Algunos no recordamos qué tanto sabíamos, incluyendo muchas tonterías que nos decían otros que tampoco sabían, cuando teníamos ciertas edades. Tampoco nos percatamos de qué tanto sabían nuestros compañeritos a esa edad, si lo que deseamos es comparar épocas. No sé si hoy saben más, pero estoy seguro que tienen más acceso a información que antes era tabú.

¿Qué podemos hacer? Restringirles las fuentes puede ser una titánica tarea y posiblemente infructuosa. ¿Prohibir? Sólo piense en qué pasaba cuando sus padres le prohibían algo y verá si dio resultados… usted decide si sería su mejor camino. No fue el que escogí para mis hijos.

Mi libro más vendido, “Arco Iris Financiero”, tiene como coprotagonistas a dos jóvenes de unos 16 años. Hablan de finanzas personales con el anciano Ramón, protagonista de varios de mis libros. No es por casualidad que sean dos jovencitas las elegidas para hacer las preguntas financieras más agudas.

Cuando los jóvenes aprenden a usar el dinero desde temprano deberían de aprender a usarlo bien. Hoy se maneja dinero desde muy reducida edad. Ya sabemos que ellos tienen capacidad para manejar tantos temas: ¿Por qué no les enseñamos más de finanzas personales?

Intenté hurgar más en la profundidad de los temas que los jóvenes de hoy, o por lo menos, estos jóvenes con quienes compartía, tenían. Tanteando por aquí y por allá me percaté de que saben mucho más de lo que sabía a su edad. Estoy seguro que las fuentes consultadas son mucho más científicas de las que yo tenía a mano (amiguitos contemporáneos). También me di cuenta que no pararán de recibir conocimientos (¿cómo dudarlo si esa misma niña desde los 8 años lee mis libros!).

Aproveché la ocasión y los hice preguntarse muchas cosas… no de lo que sabían, sino de las opciones que podían utilizar en caso de dudas, de los peligros que existen en las redes, de las malas intenciones que muchos pueden tener, de la inocencia natural por ignorancia de peligros que ellos portan.

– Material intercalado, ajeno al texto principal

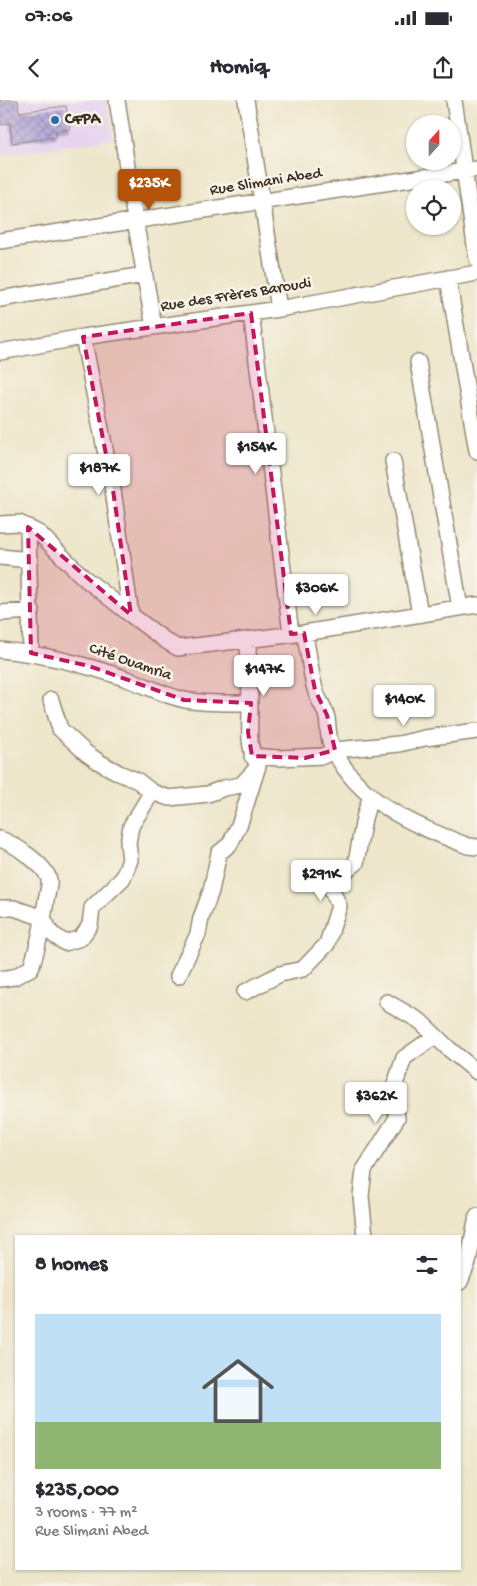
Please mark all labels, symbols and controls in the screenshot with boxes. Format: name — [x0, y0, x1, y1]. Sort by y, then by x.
text: 07:06 — [25, 6, 72, 29]
icon: back — [20, 54, 48, 82]
icon: share — [429, 54, 457, 82]
text: Homiq — [210, 55, 267, 81]
place label: CFPA — [64, 111, 102, 130]
marker: CFPA — [49, 114, 61, 126]
north arrow — [406, 115, 461, 170]
map controls — [406, 115, 461, 235]
street label: Rue Slimani Abed — [209, 165, 325, 201]
pin: $235K — [114, 168, 184, 211]
text: $235K — [129, 175, 169, 194]
button: locate — [406, 180, 461, 235]
street label: Rue des Frères Baroudi — [159, 275, 313, 317]
pin: $154K — [221, 432, 291, 475]
text: $154K — [237, 439, 275, 458]
pin: $187K — [64, 454, 134, 496]
text: $187K — [79, 460, 119, 479]
pin: $306K — [281, 574, 351, 616]
text: $306K — [295, 580, 337, 599]
street label: Cité Ouamria — [86, 640, 175, 686]
pin: $147K — [229, 654, 299, 697]
text: $147K — [245, 661, 283, 680]
pin: $140K — [369, 684, 439, 727]
text: $140K — [384, 691, 424, 710]
pin: $291K — [286, 860, 356, 902]
text: $291K — [302, 866, 340, 885]
pin: $362K — [341, 1082, 411, 1124]
text: $362K — [356, 1088, 396, 1107]
icon: filters — [413, 1251, 441, 1279]
text: 8 homes — [35, 1253, 107, 1278]
icon: home — [193, 1346, 283, 1436]
text: $235,000 — [35, 1479, 119, 1504]
text: 3 rooms · 77 m² — [35, 1504, 137, 1523]
text: Rue Slimani Abed — [35, 1523, 148, 1542]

Mi intención era clara, sembrar la semilla del análisis en ellos, y fomentar la comunicación con sus seres de confianza extrema, sus padres, tíos y abuelos, principalmente; sus mejores guías y orientadores… a pesar de sus preconceptos y diferencias generacionales deben convertirse en su mejor fuente de consulta; ellos nunca los engañarán y siempre le dirán algo para protegerlos, nunca por mal.

¿Se atreve conversar con sus menores sin cerrarse a lo que ellos puedan saber?